South LA resident Don Martin, who was wearing his wife’s ashes in an amulet around his neck, talked about how living “300 feet from a 24-hour toxic removal unit,” had impacted his wife’s health. Now, his eight-year-old granddaughter has Hodgkin’s lymphoma.

Kevin Patel, founder and executive director of the youth climate advocacy group OneUpAction, spoke of how he has “heart issues” due to growing up in South Central LA, which experiences high incidences of cancer and asthma. “It’s not rich communities being affected but low income, marginalized communities are on the frontline,” he said.

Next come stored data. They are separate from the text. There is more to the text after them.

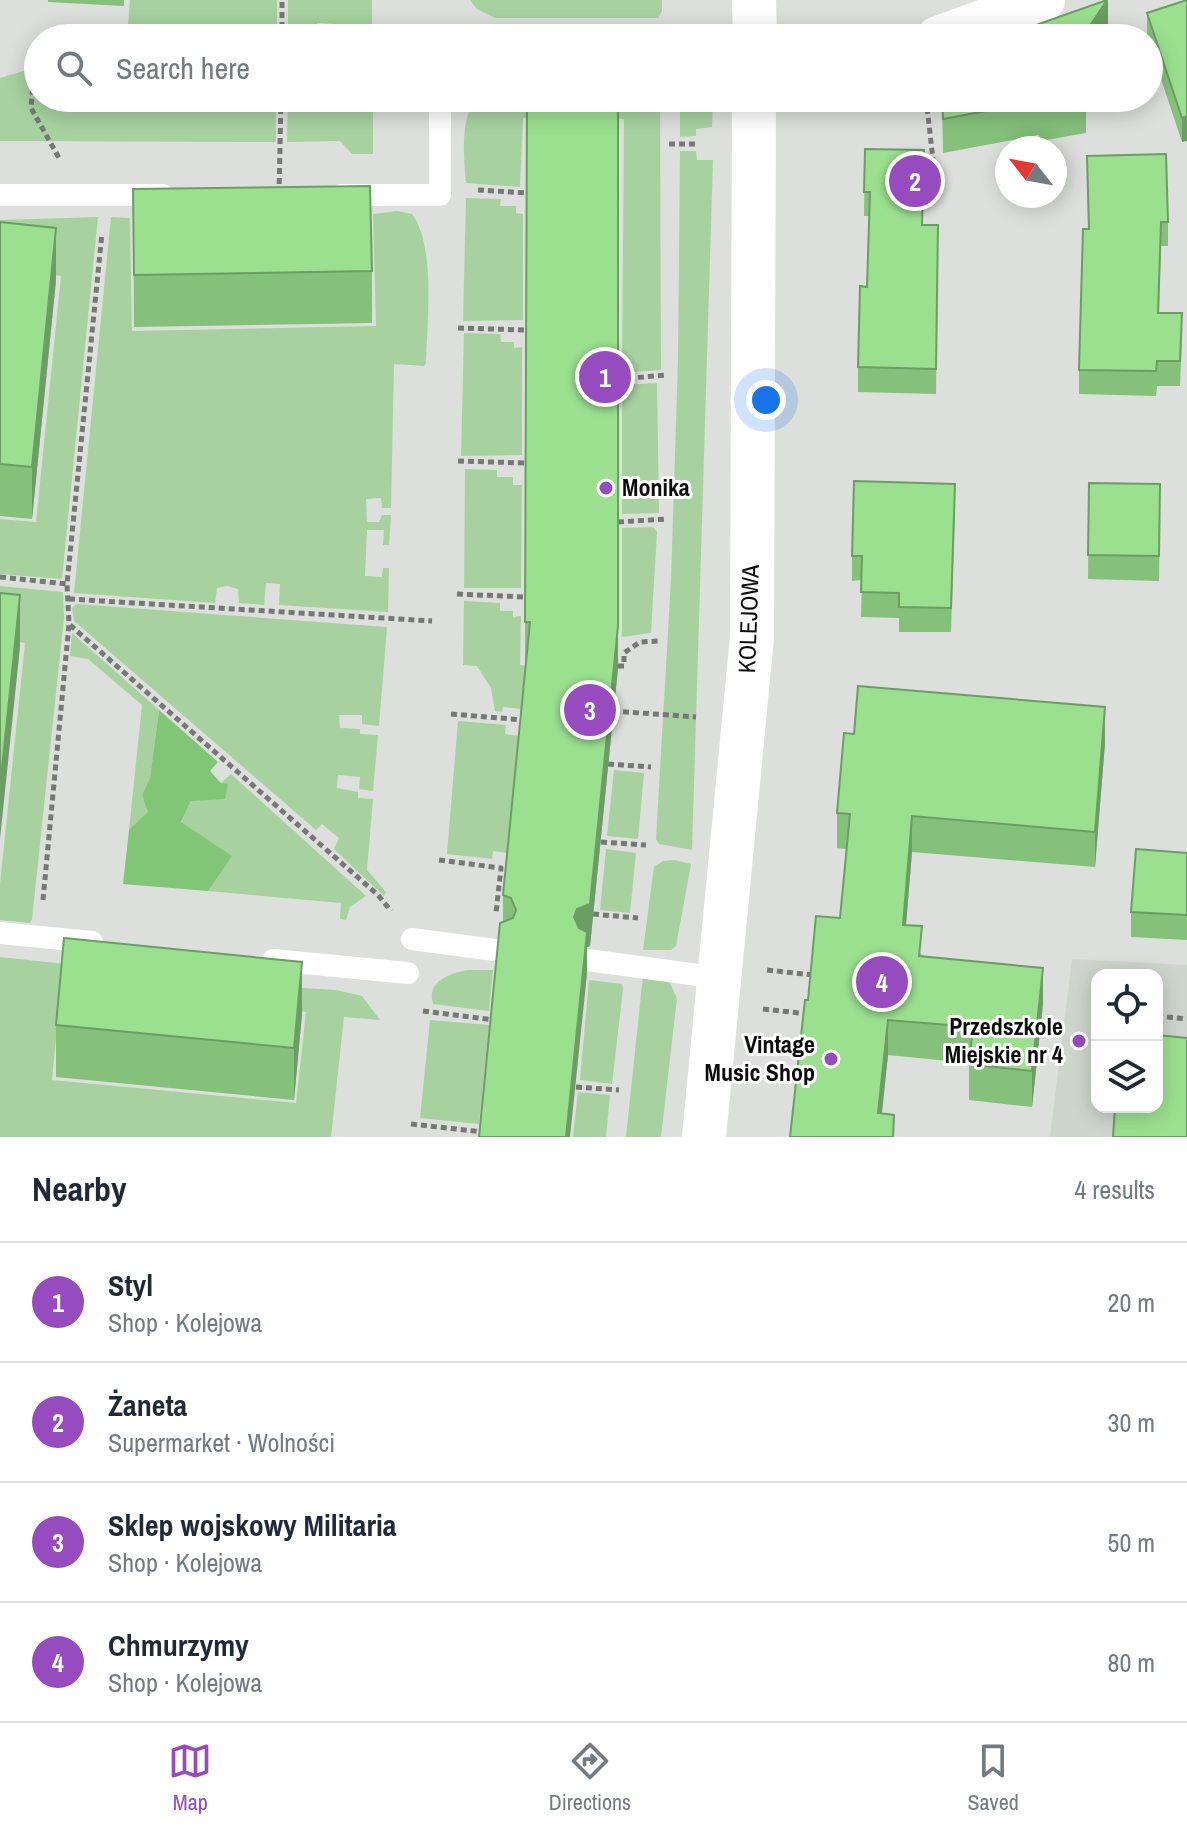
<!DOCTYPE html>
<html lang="en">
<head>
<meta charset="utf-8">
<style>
  body { margin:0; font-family:"Archivo Narrow",sans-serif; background:#f2f2f3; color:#1f2937 }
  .controls { position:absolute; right:24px; bottom:24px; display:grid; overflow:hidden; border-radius:16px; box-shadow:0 4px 20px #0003 }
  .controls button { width:72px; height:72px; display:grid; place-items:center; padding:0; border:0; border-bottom:2px solid #e0e1e3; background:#fff; color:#1f2937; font:40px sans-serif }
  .compass { position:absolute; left:995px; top:136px; width:72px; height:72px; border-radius:50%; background:#fff; box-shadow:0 4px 20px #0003; rotate:301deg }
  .you { position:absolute; left:766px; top:400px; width:28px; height:28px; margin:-20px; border:6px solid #fff; border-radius:50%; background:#1a73e8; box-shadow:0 0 0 12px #1a73e833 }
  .badge { display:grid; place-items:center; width:52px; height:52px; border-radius:50%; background:#964cbe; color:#fff; font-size:26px; font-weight:700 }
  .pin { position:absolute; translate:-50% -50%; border:4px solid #fff; box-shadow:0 2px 8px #0006 }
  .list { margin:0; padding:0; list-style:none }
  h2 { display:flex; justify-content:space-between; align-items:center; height:104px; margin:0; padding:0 32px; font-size:34px }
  h2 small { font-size:26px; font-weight:400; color:#747a83 }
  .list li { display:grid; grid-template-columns:52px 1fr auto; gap:24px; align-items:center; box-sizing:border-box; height:120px; padding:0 32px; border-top:2px solid #e0e1e3 }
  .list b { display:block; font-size:30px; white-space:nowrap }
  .list p { margin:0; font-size:26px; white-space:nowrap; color:#747a83 }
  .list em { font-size:26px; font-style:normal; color:#747a83 }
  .icon { flex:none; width:44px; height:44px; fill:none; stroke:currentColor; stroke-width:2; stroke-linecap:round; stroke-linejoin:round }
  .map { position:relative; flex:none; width:1187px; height:1137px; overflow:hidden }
  .search { position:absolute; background:#fff; box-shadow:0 4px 20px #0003; left:24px; right:24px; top:24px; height:88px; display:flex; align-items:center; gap:20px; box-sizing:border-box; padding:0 28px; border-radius:44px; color:#747a83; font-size:30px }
  .sheet { height:584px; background:#fff }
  nav { display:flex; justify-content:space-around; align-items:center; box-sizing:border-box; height:112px; border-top:2px solid #e0e1e3; background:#fff; font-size:22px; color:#747a83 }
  nav a { display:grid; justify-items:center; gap:4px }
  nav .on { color:#964cbe }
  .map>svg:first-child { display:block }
</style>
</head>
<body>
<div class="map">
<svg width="1187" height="1137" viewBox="0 0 1187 1137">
  <rect width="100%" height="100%" fill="#dcdfdc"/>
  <!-- built -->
  <path fill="#cdd5cc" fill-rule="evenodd" d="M1072,959L1187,965V1137H1050ZM1097,975H1157V1107H1097Z"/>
  <!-- green -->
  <g fill="#a7d2a0">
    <path d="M130,0H277V38H127Z"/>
    <path d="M288,0H372V26L317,23V38H288Z"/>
    <path d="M470,0H662V11L658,18H495L477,9Z"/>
    <path d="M36,41H38V98H276V142L0,141V78L27,70Z"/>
    <path d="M288,98H373V154H352L340,141L287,142Z"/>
    <path d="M479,98H657V105L660,106L661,370L622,373L624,119L523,118L520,187L466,183C464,161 459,112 479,98Z"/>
    <path d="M680,98H713L712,127L696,129V136L680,137Z"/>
    <path d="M680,151H696L697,160H713L692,850L659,844L656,839L671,580L678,360Z"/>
    <path d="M466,198L501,199L500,206H516V213L523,214V320L463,321Z"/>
    <path d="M397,211L412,214C436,246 427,322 426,363L424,366L394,364L391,508H382L381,498L366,499L367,522H379L382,515H391L389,545H383L384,530H367L365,576L382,577L383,568H389L388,612L279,605L280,584L266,583L264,605L239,603L238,589L227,586L217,588L215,603L74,593L111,217L130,218L132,331L376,326L373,214Z"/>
    <path d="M98,217L62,579L0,574V519L36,522L61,276L0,270V220Z"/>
    <path d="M464,333L500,334L501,342H514V348L522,347V455L461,456Z"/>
    <path d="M657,383L659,513L622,514V385Z"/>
    <path d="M465,469L497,470V477H513V485H522L521,588H464Z"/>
    <path d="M653,527L657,532L651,633L622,637V528Z"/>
    <path d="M0,586L63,592L64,618L32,919L30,923L0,920V884L25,643L0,639Z"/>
    <path d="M464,601L500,603V611H513V617L521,616L520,665L526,666L522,709L503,707L502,712L495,711L491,688L477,666L463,665Z"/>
    <path d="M76,604L387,627L379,726L362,724V715H339L340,728L360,729V734L378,735L373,791L359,789L360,777L338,775L337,788L358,792V798L373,799L367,870L386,892L384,896L334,849L339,838L322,824L316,830L74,621L72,608Z"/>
    <path d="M72,633L159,710L150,778L142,795L149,812L129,830L142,705L88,659L70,656Z"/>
    <path d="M458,721L506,725L505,734L520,736L507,853L493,851L492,859L447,854Z"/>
    <path d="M614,770L644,773L638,839L607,836Z"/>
    <path d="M231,774L366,896L350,907L346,920L340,919L341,903L208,891L231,856L181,823L191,801L221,783Z"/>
    <path d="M606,849L636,853L630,913L600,910Z"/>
    <path d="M674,860L691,864L676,946L671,950H643L654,867L663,861Z"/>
    <path d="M0,957L103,968L61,987L52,1080L296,1103L306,1012L254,1006L256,985L336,990L362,996L380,1020L344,1017L331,1137H0Z"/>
    <path d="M469,970H493L489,1011L433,1004C426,981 450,973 469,970Z"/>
    <path d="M643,975L668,979L677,998L661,1137H626Z"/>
    <path d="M589,980L622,984L623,989L612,1084L580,1080Z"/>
    <path d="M430,1020L489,1025L479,1124L420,1118Z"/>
    <path d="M578,1092L610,1095L606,1137H573Z"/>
  </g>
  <!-- forest -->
  <path fill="#81c576" d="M159,710L218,762L210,771L221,783L228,784L225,799L191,801L181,822L232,856L208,891L123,884L129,830L148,812L142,795L150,778Z"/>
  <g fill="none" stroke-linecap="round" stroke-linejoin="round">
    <!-- path -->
    <g stroke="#767876" stroke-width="5" stroke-dasharray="6 4" stroke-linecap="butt">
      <path d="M282,38V0"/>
      <path d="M36,49L31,108L59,158"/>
      <path d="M926,98L934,168"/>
      <path d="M669,144H696"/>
      <path d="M478,190L527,193"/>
      <path d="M279,194L281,98"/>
      <path d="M458,328L526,330"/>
      <path d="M618,379L667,375"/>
      <path d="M458,461L525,463"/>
      <path d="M618,522L666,519"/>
      <path d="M0,577L67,584"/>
      <path d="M457,594L525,597"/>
      <path d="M69,599L432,621"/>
      <path d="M70,625L378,895L391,911"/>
      <path d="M618,666H624V653L640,642L659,641"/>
      <path d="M613,711L696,717"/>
      <path d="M451,714L524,720"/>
      <path d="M608,764L651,767"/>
      <path d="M601,842L646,845"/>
      <path d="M439,860L501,868L496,913"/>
      <path d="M43,900L69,624L67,584L102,233"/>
      <path d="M593,914L638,918"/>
      <path d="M767,970L813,975"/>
      <path d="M763,1009L809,1014"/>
      <path d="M423,1011L494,1020"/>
      <path d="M1157,1016L1187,1019"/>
      <path d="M760,1048L802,1053"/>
      <path d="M576,1087L619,1090"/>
      <path d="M411,1124L483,1132"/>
    </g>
    <!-- lane -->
    <g stroke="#fff" stroke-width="22">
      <path d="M0,195H163"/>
      <path d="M341,195H440V98"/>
      <path d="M0,933L92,942"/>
      <path d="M412,939L502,951"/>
      <path d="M273,960L408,973"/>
      <path d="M588,960L720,978"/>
    </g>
    <!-- street -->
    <path stroke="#fff" stroke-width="44" d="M938,38L1043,0"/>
    <!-- secondary -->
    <g stroke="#fff" stroke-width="44">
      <path d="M754,0L755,38"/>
      <path d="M704,1137L752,637L754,98"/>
    </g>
  </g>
  <!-- wall -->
  <g fill="#85c17b">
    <path d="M48,0H124V6L48,2Z"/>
    <path d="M1187,0L1182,142L1149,43V38L1147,37V13Z"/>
    <path d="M527,98L618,668L590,946L587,947V974L503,922V895L526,664H525V622Z"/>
    <path d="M942,98H1086V133L1040,141L1039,135L943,153Z"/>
    <path d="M865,149L923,225H938L936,394L858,392V367L867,287L869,216H864Z"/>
    <path d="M1087,156L1168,222V246H1161L1159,313L1182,338L1180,386H1157L1156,396L1079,394V370L1088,229Z"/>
    <path d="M133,189L372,271V323L134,327Z"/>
    <path d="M0,222L56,280L32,519L0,516Z"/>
    <path d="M1089,483L1160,484L1159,581L1088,579Z"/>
    <path d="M955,509L951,632H899V618L861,617L862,580L852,581V556Z"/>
    <path d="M854,734L1105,743L1095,867L912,852L906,925L922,956L1043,1004L1032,1107L969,1100V1063L888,1055L882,1114L894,1137L808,1000L840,918L846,849L837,848V813Z"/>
    <path d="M1187,853V940L1131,937V912Z"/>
    <path d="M302,1014L294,1100L56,1077V1025Z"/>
  </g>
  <!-- shaded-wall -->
  <g fill="#6c9d64">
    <path d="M1108,0V34L1105,38H1082Z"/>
    <path d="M618,98V668L590,946L587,947V974L570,1137H566L574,917L577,909Z"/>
    <path d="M1187,116V141L1182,142V118Z"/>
    <path d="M56,228V280L32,519V467Z"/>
    <path d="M20,595V647L0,839V787Z"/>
    <path d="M1105,707V743L1095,867V832Z"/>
    <path d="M912,816V852L903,960V925Z"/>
    <path d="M302,962V1014L294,1100V1048Z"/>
    <path d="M1043,968V1004L1032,1107V1071Z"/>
    <path d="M888,1020V1055L879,1137L878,1113Z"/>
  </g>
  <!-- building -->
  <g fill="#9be08f" stroke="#6c9d64" stroke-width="2">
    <path d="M1107,0L1082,38H999Z"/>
    <path d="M1187,0V116L1182,118L1147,13Z"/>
    <path d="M527,98H618V626L590,904L577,909L574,917L579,928L587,932L566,1137H479L500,923L513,918L516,910L511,898L503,895L530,622H525Z"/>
    <path d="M942,98H1086V99L1040,106L1039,101L943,119Z"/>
    <path d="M865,149L924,150L922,225H938L936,369L858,367L860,286L867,287L870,192H864Z"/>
    <path d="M1166,154L1168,222H1161L1158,313H1182L1180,361H1157L1156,371L1079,370L1083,229H1089L1087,156Z"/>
    <path d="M370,186L372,271L134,275L133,189Z"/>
    <path d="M0,222L56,228L32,467L0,464Z"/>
    <path d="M854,481L955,484L951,608L899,607V593L861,592L862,556H852Z"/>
    <path d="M1089,483L1160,484L1159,556L1088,555Z"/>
    <path d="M0,593L20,595L0,787Z"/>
    <path d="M858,686L1105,707L1095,832L912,816L903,925L922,926L919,956L1043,968L1032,1071L969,1064L973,1027L888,1020L878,1113L894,1115L893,1137H790L805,1000H808L816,916L840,918L850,814L837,813L844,733L854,734Z"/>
    <path d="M1136,849L1187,853V915L1131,912Z"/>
    <path d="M64,938L302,962L294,1048L56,1025Z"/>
    <path d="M1157,1035L1187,1038V1137H1113L1115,1107H1157Z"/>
  </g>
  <!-- markers -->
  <g fill="#964cbe" stroke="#fff" stroke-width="3">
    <circle cx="606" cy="488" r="8"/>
    <circle cx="1079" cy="1041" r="8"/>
    <circle cx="831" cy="1059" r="8"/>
  </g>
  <g text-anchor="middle" stroke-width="6" stroke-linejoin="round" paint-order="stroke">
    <!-- poi labels -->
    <g font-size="24" font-weight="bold" fill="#0b0c0b" stroke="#fff" text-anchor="end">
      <text x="622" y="496" text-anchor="start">Monika</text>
      <text x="1063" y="1035">Przedszkole<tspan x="1063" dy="28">Miejskie nr 4</tspan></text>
      <text x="815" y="1053">Vintage<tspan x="815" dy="28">Music Shop</tspan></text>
    </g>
    <!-- street labels -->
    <g font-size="24" fill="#0b0c0b" stroke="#fff">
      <text transform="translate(749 619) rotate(-88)" y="8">KOLEJOWA</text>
    </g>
  </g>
</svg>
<div class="controls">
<button><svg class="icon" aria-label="locate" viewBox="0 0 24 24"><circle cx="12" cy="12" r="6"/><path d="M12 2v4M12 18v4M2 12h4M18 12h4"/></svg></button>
<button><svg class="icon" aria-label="layers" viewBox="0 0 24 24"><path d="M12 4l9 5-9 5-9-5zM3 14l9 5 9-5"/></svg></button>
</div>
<svg class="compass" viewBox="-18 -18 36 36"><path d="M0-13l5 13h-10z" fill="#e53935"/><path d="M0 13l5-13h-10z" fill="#747a83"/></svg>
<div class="you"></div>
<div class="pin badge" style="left:605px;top:377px">1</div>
<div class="pin badge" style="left:915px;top:181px">2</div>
<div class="pin badge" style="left:590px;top:710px">3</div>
<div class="pin badge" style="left:882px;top:982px">4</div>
<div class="search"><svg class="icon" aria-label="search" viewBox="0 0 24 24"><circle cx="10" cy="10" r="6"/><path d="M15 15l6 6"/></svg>Search here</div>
</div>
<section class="sheet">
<h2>Nearby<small>4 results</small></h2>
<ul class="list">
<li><span class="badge">1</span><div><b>Styl</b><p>Shop · Kolejowa</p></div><em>20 m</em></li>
<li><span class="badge">2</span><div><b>Żaneta</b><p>Supermarket · Wolności</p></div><em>30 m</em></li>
<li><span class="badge">3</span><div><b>Sklep wojskowy Militaria</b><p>Shop · Kolejowa</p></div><em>50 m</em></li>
<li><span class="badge">4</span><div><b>Chmurzymy</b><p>Shop · Kolejowa</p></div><em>80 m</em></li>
</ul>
</section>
<nav>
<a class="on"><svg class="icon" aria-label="map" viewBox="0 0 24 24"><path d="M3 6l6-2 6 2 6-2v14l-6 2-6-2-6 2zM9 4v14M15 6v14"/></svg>Map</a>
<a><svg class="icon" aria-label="directions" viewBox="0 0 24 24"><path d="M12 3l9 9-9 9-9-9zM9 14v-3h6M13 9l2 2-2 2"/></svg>Directions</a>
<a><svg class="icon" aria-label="saved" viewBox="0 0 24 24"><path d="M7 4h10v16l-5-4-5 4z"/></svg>Saved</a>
</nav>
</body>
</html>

Fonda acknowledged California’s “reputation as a climate leader,” but said that reputation didn’t mean much as long as the state continued to support the oil and gas industry. “We can have all the solar panels and windmills in the world, but if we allow fossil fuel companies to continue to drill, we’re going to cancel out all the gains we make with renewable energy,” she said. “Thousands of permits are sitting on the Governor’s desk awaiting approval this year. He must not sign them. No more new wells!”

“[Former Gov. Jerry Brown] never stood up to the oil industry… but we think Gov. Newsom has the guts and can be a climate hero,” she said. The veteran dissident vowed to continue to spread Fire Drill Fridays to “Bakersfield, Sacramento,” elsewhere in California and across America, until the climate crisis ends.

After about two hours of speeches in front of City Hall, several hundred protestors marched through Downtown LA to Paul Hastings Tower, where the office of Maverick Natural Resources, the Houston-based company that operates oil and gas wells in Southern California and the Central Valley, is located. About 25 activists occupied the building’s lobby, chanting, singing, blocking elevators, staging a sit-in with banners proclaiming: “Maverick: Stop Fuelling Climate Crisis.” LAPD stood by, as Fonda — locked out of the steel and glass tower by security guards — waved, made peace signs and clenched her fist in solidarity with the protesters inside, who included Greenpeace USA’s executive director, Annie Leonard.

The civil disobedience action ended without any arrests.

Last night, before presenting the Oscar for the Best Picture at the 92nd Academy Awards, Fonda told millions of viewers: “There’s nothing more important than raising awareness.” And during his acceptance speech for the Best Actor Academy Award for Joker, Phoenix made a moving environmental speech denouncing animal cruelty.